» Work task: What is the number of lines in the entries that contain "Mall"? Reply with that number only.

───── Data to use

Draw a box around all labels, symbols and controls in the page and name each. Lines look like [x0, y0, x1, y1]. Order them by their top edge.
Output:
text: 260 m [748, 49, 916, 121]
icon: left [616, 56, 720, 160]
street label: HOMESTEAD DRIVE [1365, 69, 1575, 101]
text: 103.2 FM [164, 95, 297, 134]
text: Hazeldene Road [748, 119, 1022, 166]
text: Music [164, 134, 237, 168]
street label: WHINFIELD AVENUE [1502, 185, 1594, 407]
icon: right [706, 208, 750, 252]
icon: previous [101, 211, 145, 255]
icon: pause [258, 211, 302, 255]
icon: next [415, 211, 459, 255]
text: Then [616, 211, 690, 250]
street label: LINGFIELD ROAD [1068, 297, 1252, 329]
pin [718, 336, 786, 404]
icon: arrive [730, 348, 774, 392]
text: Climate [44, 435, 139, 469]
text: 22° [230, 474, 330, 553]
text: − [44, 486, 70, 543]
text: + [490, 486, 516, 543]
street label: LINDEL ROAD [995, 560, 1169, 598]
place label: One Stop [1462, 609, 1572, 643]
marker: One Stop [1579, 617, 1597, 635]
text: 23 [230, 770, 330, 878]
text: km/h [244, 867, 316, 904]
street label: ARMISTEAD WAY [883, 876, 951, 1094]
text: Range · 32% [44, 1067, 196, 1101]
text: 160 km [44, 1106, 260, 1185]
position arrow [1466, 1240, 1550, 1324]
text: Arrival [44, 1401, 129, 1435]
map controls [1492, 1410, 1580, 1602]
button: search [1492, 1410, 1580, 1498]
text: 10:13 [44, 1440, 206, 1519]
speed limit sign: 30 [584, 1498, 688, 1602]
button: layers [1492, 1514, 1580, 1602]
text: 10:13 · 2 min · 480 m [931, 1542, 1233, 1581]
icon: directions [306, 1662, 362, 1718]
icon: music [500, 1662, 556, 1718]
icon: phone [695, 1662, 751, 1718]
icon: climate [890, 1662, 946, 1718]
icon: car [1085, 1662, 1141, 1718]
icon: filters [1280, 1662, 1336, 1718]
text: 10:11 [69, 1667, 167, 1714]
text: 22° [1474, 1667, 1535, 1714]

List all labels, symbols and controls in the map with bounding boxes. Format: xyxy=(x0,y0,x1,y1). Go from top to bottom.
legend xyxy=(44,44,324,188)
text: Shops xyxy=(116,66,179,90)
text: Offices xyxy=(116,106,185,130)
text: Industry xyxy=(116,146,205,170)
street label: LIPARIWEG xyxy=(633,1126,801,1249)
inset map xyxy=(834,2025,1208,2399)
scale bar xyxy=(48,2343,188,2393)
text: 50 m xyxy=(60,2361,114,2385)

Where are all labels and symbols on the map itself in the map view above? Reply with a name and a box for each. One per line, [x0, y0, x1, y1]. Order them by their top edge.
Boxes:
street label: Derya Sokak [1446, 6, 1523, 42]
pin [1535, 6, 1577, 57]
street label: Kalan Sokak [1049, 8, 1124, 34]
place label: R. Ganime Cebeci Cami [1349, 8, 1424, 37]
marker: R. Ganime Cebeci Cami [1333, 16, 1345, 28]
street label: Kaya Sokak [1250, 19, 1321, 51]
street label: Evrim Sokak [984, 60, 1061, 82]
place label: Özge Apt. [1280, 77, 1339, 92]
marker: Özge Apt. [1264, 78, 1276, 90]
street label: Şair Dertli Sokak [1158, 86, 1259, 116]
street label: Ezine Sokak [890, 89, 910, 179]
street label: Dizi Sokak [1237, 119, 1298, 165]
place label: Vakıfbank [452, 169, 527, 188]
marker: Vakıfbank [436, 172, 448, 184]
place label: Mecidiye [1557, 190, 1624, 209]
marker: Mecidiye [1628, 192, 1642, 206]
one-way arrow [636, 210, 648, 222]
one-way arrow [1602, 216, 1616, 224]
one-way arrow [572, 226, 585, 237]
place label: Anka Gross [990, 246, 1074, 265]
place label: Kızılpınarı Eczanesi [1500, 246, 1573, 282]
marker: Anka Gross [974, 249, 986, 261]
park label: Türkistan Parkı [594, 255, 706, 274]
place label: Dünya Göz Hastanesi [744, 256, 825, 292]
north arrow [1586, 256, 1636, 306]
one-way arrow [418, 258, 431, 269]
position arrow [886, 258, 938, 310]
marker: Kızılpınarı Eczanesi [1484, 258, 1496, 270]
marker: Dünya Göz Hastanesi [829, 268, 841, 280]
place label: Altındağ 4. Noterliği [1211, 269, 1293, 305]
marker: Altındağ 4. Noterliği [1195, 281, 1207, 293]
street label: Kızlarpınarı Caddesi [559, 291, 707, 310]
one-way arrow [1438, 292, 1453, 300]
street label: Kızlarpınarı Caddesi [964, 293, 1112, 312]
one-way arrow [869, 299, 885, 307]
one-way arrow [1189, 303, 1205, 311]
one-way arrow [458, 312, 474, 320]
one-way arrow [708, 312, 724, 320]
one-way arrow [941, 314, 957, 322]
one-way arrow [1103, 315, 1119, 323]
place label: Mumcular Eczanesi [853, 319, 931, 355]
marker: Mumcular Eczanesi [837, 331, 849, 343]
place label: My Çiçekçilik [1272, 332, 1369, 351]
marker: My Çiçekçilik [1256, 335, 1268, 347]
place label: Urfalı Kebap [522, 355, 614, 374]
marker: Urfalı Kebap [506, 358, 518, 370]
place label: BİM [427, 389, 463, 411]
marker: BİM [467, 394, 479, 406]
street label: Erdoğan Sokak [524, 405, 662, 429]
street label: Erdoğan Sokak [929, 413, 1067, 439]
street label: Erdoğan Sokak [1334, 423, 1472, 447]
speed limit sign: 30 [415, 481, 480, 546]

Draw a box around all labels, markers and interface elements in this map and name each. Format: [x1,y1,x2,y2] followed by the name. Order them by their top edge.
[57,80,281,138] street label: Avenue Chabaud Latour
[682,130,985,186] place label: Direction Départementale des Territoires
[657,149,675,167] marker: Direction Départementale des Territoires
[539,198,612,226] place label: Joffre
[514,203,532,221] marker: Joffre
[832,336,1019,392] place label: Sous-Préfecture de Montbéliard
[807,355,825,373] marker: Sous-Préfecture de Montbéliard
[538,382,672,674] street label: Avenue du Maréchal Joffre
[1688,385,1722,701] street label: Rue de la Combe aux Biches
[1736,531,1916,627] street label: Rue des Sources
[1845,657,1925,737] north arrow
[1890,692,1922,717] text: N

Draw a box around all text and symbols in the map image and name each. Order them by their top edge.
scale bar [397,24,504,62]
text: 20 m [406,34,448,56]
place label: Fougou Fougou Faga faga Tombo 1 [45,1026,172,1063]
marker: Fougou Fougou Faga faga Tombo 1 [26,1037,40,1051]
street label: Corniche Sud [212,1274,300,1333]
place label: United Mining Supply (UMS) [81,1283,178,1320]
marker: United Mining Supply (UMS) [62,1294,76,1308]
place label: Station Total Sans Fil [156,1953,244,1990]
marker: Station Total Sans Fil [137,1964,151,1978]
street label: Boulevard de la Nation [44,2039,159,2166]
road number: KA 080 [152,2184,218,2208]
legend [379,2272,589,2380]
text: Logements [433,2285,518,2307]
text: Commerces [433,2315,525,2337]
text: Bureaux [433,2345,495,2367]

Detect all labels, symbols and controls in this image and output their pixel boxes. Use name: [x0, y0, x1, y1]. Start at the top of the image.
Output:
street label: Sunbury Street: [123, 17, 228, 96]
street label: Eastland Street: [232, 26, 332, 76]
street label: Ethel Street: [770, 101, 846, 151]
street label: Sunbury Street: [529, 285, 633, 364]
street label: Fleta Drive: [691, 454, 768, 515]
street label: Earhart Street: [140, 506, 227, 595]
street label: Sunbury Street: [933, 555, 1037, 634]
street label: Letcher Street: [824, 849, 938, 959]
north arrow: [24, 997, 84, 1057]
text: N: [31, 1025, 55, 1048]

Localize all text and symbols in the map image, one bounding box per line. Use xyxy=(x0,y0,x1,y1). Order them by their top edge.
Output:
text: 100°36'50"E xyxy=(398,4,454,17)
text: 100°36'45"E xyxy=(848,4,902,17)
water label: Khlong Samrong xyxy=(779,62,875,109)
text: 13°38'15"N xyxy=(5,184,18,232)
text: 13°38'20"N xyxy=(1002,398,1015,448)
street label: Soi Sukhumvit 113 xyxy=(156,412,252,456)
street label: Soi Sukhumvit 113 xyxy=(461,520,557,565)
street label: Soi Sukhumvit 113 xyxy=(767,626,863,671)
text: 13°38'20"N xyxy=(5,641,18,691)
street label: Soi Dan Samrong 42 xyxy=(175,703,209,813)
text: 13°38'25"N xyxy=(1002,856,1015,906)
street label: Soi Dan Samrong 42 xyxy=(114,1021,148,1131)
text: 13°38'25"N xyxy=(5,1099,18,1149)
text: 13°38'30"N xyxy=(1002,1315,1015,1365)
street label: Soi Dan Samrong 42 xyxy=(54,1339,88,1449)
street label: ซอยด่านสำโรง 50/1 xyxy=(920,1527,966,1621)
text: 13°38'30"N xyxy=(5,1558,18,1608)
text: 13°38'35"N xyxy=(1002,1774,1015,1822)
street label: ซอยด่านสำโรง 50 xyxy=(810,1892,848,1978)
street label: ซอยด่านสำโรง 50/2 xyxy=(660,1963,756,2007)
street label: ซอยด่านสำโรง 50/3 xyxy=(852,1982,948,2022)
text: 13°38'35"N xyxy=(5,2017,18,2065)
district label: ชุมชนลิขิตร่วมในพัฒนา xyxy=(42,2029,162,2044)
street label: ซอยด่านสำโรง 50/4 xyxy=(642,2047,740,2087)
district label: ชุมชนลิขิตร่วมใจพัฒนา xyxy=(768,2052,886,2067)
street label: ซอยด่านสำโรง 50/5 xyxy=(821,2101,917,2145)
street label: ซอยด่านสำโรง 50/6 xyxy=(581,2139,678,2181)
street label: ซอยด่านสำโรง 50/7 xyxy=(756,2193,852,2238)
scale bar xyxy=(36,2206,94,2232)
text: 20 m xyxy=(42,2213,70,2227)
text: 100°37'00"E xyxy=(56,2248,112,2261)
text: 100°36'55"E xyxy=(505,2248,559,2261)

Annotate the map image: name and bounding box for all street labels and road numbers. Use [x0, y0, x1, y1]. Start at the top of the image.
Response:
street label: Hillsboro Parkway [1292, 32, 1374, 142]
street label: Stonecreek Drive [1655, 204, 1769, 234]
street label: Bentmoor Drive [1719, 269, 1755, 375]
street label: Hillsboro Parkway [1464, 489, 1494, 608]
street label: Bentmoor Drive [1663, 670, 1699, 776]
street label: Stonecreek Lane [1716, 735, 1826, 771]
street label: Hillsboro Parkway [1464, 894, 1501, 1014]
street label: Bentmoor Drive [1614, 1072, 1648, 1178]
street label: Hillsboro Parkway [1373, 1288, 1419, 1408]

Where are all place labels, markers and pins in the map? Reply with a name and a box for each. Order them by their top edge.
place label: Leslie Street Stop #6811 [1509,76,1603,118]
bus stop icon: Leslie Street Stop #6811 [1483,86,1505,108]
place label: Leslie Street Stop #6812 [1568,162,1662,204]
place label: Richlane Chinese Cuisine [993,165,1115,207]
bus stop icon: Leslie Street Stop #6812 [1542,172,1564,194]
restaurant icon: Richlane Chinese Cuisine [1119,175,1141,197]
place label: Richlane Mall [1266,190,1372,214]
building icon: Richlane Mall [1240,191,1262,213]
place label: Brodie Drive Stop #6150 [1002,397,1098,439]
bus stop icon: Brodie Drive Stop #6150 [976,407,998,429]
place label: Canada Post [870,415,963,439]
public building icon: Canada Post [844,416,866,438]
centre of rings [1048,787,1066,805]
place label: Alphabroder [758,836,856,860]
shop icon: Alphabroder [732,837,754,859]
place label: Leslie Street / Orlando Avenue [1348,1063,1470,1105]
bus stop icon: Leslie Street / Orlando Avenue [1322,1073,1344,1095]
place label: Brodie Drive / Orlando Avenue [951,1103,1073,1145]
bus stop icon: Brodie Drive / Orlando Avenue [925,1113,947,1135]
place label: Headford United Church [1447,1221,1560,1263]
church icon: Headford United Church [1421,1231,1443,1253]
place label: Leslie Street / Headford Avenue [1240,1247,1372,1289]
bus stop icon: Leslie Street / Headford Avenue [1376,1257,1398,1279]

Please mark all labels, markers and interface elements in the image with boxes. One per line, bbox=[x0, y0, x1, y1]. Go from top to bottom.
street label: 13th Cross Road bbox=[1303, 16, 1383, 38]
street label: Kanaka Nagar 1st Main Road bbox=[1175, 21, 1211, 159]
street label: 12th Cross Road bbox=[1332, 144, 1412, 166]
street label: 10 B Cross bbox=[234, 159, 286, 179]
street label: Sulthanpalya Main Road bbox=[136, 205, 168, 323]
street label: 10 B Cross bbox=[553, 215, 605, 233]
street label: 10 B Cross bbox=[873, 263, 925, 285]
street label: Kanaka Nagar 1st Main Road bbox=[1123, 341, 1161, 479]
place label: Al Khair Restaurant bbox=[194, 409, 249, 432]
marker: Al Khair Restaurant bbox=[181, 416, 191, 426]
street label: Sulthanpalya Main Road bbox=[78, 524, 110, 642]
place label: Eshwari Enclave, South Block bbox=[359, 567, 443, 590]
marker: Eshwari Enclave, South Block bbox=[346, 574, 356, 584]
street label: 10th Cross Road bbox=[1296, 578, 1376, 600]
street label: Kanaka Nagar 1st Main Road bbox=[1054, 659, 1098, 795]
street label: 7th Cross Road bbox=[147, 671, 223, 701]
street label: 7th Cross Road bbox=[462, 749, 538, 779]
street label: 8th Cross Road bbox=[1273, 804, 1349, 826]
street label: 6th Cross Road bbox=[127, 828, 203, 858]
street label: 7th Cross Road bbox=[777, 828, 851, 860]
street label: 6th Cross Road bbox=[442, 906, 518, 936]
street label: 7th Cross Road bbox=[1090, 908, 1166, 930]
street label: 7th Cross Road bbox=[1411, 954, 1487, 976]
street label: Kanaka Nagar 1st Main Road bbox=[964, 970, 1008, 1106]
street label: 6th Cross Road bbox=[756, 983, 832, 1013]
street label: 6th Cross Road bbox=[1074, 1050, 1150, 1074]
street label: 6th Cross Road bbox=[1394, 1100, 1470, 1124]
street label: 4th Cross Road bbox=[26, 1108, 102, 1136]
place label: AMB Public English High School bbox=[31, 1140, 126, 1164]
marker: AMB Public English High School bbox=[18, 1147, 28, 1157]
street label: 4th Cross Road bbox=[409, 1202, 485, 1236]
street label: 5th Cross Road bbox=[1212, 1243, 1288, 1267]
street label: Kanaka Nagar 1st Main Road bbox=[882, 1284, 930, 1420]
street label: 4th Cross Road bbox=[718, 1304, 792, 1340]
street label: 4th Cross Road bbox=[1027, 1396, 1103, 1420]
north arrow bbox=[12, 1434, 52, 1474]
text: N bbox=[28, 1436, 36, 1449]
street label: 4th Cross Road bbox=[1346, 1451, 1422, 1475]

──────────

» Output for this task: 2